Michelle Obama blasts and launches a stinging attack on Trump in Democratic convention

Michelle Obama blasts and launches a stinging attack on Trump in Democratic convention

Michelle Obama blasted and launched a stinging attack on the United States of America President Donald Trump in Democratic convention as the Democrats prepared to crown Joe Biden as their White House challenger. "Donald Trump is the wrong president for our country," said the former US first lady in an emotional recorded message to the Democratic convention.

Disaffected members of Mr Trump's Republican party also piled in on him at the Democratic party conference.The election takes place on Tuesday 3 November. Because of the coronavirus outbreak, Democrats scrapped plans for a crowded party extravaganza with balloon drops and all the other political razzmatazz in Milwaukee, Wisconsin.

But it is unclear whether the largely virtual schedule of pre-recorded speeches with no live audience can generate the same level of enthusiasm as pre-pandemic gatherings of the party faithful.

Republicans will face the same challenge as they make their case for four more years in the White House at a drastically scaled-down convention next week.

Michelle Obama Expresses Her Feelings
Mrs Obama, who recorded her keynote address before Mr Biden announced his running mate, Senator Kamala Harris, six days ago, launched a blistering attack on Mr Trump.

"You simply cannot fake your way through this job," she said in remarks that closed the first night of the convention on Monday. The headline speaker added: "Our economy is in shambles because of a virus that this president downplayed for too long."

"Stating the simple fact that a black life matters is still met with derision from the nation's highest office," Mrs Obama continued.

"Because whenever we look to this White House for some leadership, or consolation or any semblance of steadiness, what we get instead is chaos, division and a total and utter lack of empathy."

She said the last four years had been difficult to explain to America's children.

"They see our leaders labelling fellow citizens enemies of the state, while emboldening torch-bearing white supremacists.

"They watch in horror as children are torn from their families and thrown into cages and pepper spray and rubber bullets are used on peaceful protests for a photo op."

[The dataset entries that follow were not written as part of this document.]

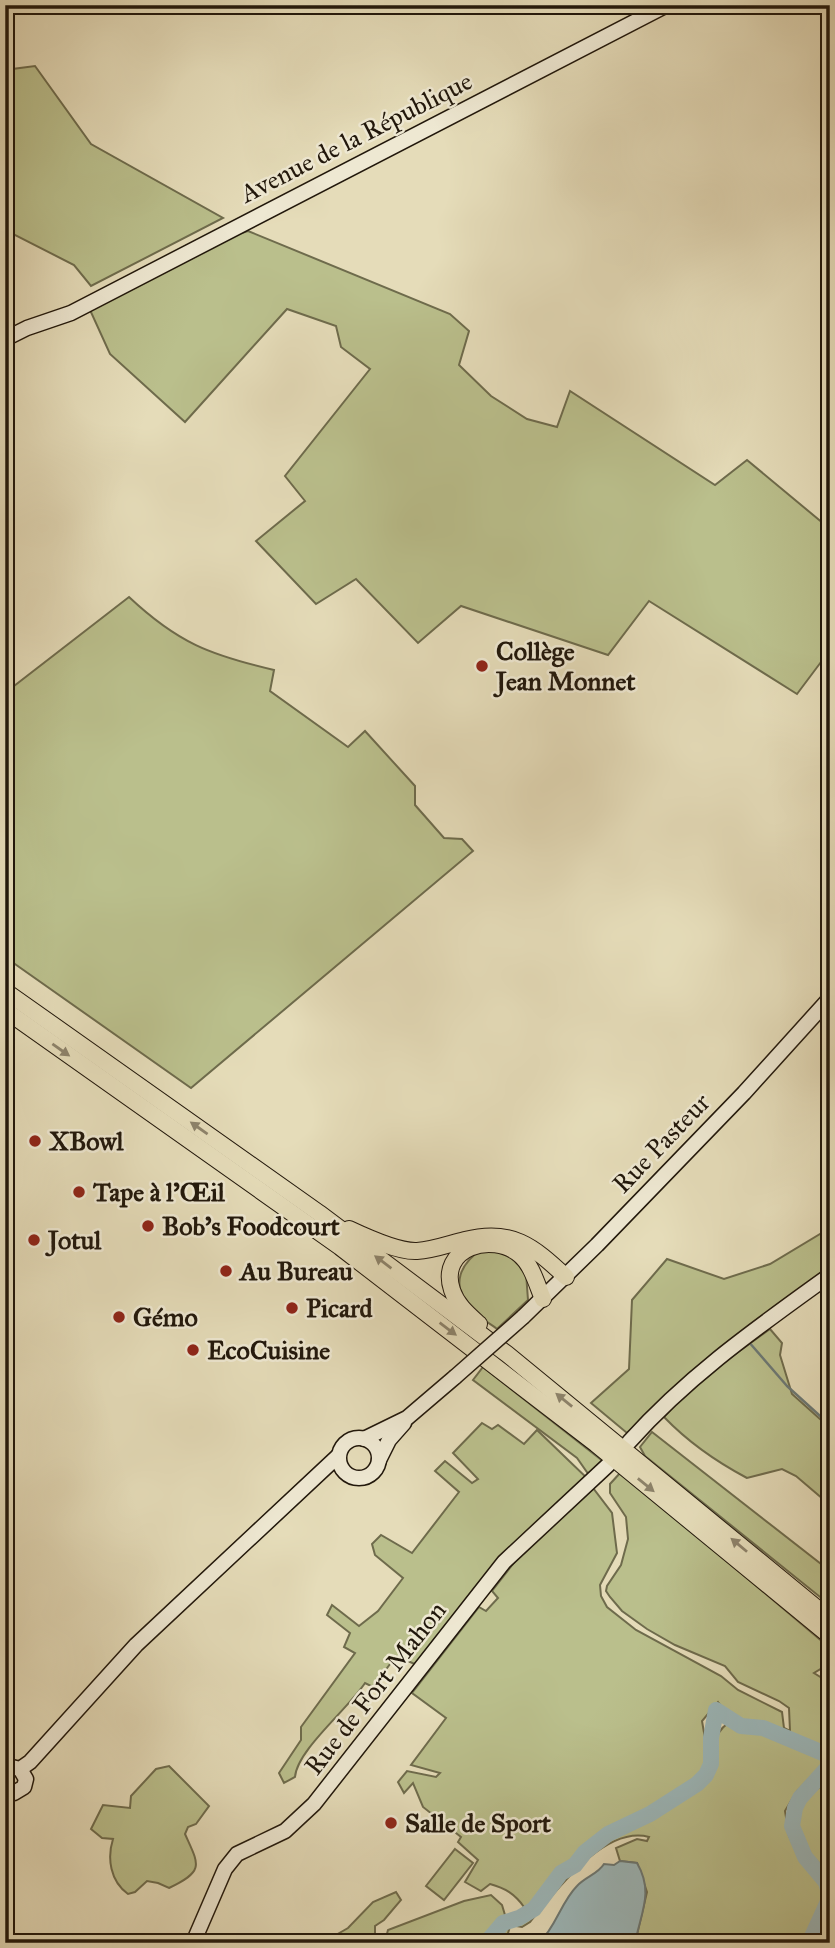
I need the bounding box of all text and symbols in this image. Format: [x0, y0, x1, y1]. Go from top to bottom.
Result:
street label: Avenue de la République [234, 65, 478, 210]
place label: Collège Jean Monnet [493, 635, 636, 698]
marker: Collège Jean Monnet [474, 658, 490, 674]
one-way arrow [52, 1042, 70, 1056]
street label: Rue Pasteur [605, 1086, 717, 1200]
one-way arrow [190, 1122, 209, 1135]
place label: XBowl [48, 1125, 124, 1157]
marker: XBowl [27, 1133, 43, 1149]
place label: Tape à l'Œil [92, 1176, 226, 1208]
marker: Tape à l'Œil [71, 1184, 87, 1200]
place label: Bob's Foodcourt [162, 1210, 340, 1242]
marker: Bob's Foodcourt [140, 1218, 156, 1234]
place label: Jotul [45, 1224, 102, 1257]
marker: Jotul [26, 1232, 42, 1248]
place label: Au Bureau [238, 1255, 353, 1287]
one-way arrow [374, 1256, 392, 1270]
marker: Au Bureau [218, 1263, 234, 1279]
place label: Picard [306, 1292, 374, 1324]
marker: Picard [284, 1300, 300, 1316]
place label: Gémo [133, 1301, 198, 1333]
marker: Gémo [111, 1309, 127, 1325]
one-way arrow [439, 1322, 457, 1336]
place label: EcoCuisine [207, 1334, 330, 1366]
marker: EcoCuisine [185, 1342, 201, 1358]
one-way arrow [555, 1393, 572, 1408]
one-way arrow [637, 1477, 654, 1492]
one-way arrow [731, 1537, 749, 1552]
street label: Rue de Fort Mahon [297, 1595, 453, 1781]
place label: Salle de Sport [405, 1807, 552, 1839]
marker: Salle de Sport [383, 1815, 399, 1831]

Mrs Obama continued: "Donald Trump is the wrong president for our country. He has had more than enough time to prove that he can do the job, but he is clearly in over his head. "He simply cannot be who we need him to be for us. It is what it is."

She described Mr Biden as a "profoundly decent man", touting the Democratic White House candidate's experience as vice-president under her husband, President Barack Obama.

"We have got to vote for Joe Biden like our lives depend on it," she said, wearing a necklace that said "Vote".

A lot of politicians spoke at the camera during the "virtual" Democratic convention on Monday night. The only speaker who landed an emotional punch, however, was Michelle Obama.

The truth, she said, was that Donald Trump "simply cannot be who we need him to be for us". "It is what it is," she said, employing the same words the president recently used about the coronavirus death toll - a jab that was as subtle as it was devastating.

She wasn't trying to convince Republicans to switch sides. That was John Kasich's job. She wasn't trying to get left-wing progressives to rally to Biden. Bernie Sanders handled that.

Mrs Obama was speaking to loyal Democrats, some of whom may stayed at home or voted for a third party in 2016, some of whom may be dispirited or scared this year.

Her goal was to drive home the gravity of the moment and to give them a call to action. The opening night of the convention, a two-hour programme hosted by former Desperate Housewives actress Eva Longoria Baston, was titled by party organisers "We the People".

John Kasich, a former Ohio governor who ran against Mr Trump in 2016, recorded a message calling on Americans to deny the president a second term in office.